We use a numerical hydrocode model to examine the outcomes of various size impacts into targets the sizes of Asteroids 951 Gaspra and 243 Ida, which were imaged by the Galileo spacecraft. A shock wave fractures the asteroid in advance of crater excavation flow; thus, for impactors larger than 100 m impacting at 5.3 km s-1, tensile strength is unimportant in these bodies, whether they are initially intact or are "rubble piles." Because of the shock-induced fracture, impact results are controlled by gravity. Therefore these asteroids are much more resistant to catastrophic disruption than predicted by previous estimates, which had assumed that strength was controlling these processes for rock targets. The rubble and regolith produced by this fracture can be "jolted" by the impact, redistributing surface material and globally erasing craters.
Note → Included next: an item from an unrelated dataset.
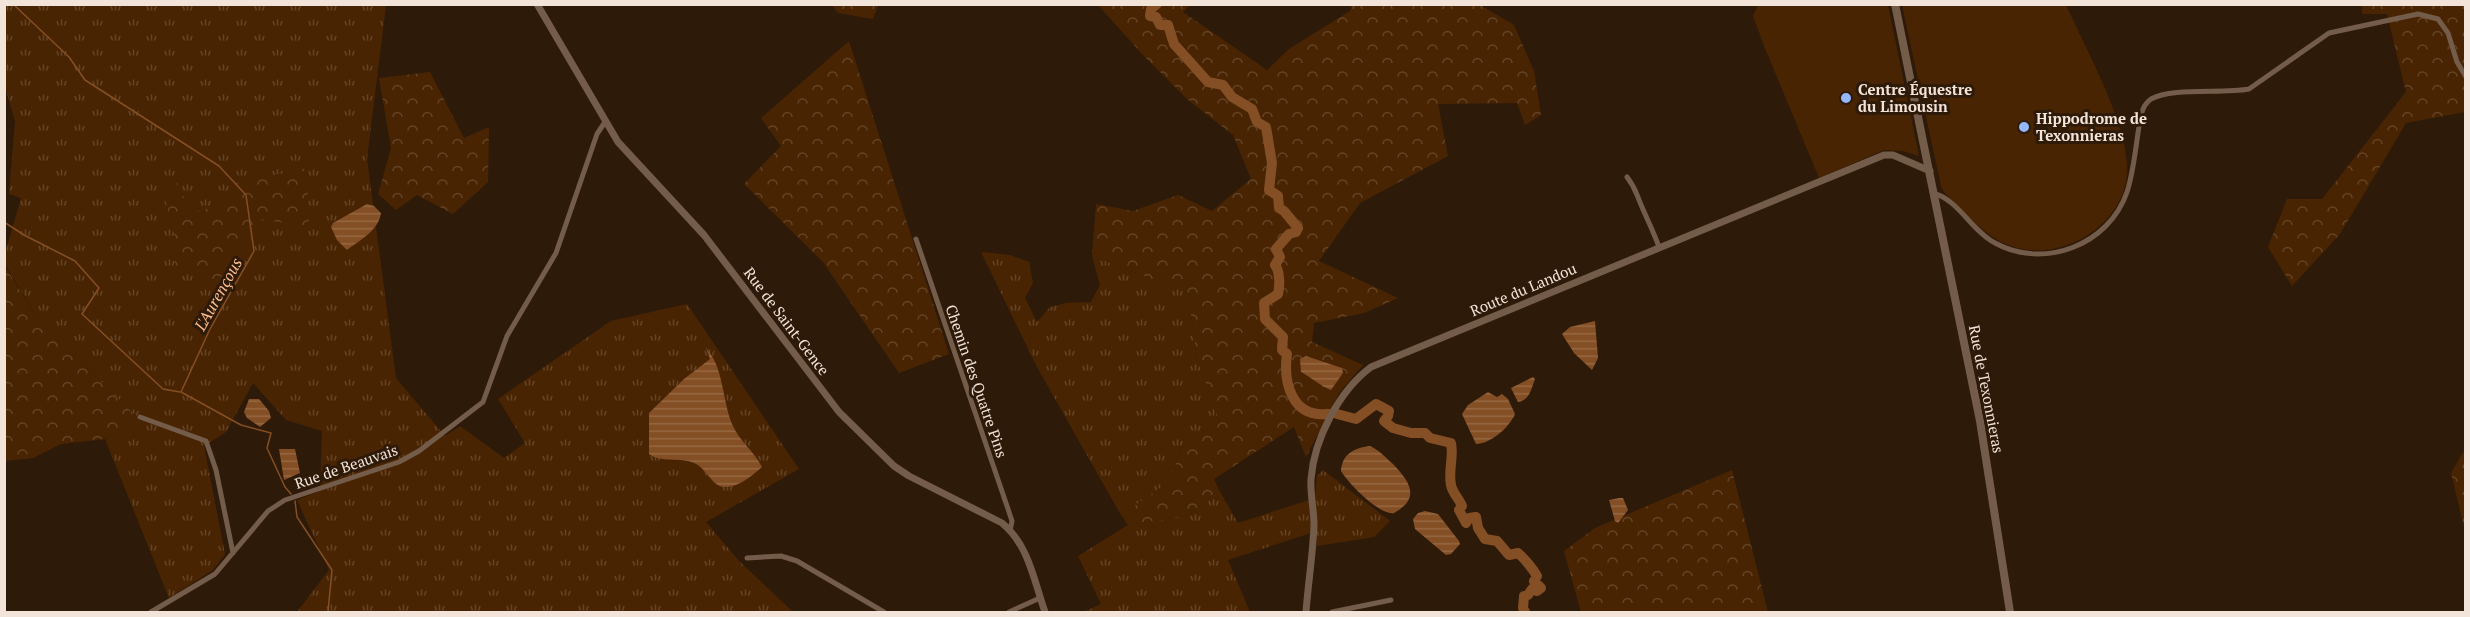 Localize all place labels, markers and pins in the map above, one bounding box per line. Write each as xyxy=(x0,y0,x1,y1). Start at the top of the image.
place label: Centre Équestre du Limousin xyxy=(1858,79,1972,116)
marker: Centre Équestre du Limousin xyxy=(1839,91,1853,105)
place label: Hippodrome de Texonnieras xyxy=(2036,108,2147,145)
marker: Hippodrome de Texonnieras xyxy=(2017,120,2031,134)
The crater ejecta can produce tens of meters of regolith per large event, likely consisting of 100-m-size boulders mixed with smaller particles. The response of kilometer-size asteroids to impacts is qualitatively different from that of few-centimeter targets in terrestrial experiments, making prediction based on such experiments difficult. The compositional distribution of delivered meteorites depends on the outcomes of such asteroid impacts.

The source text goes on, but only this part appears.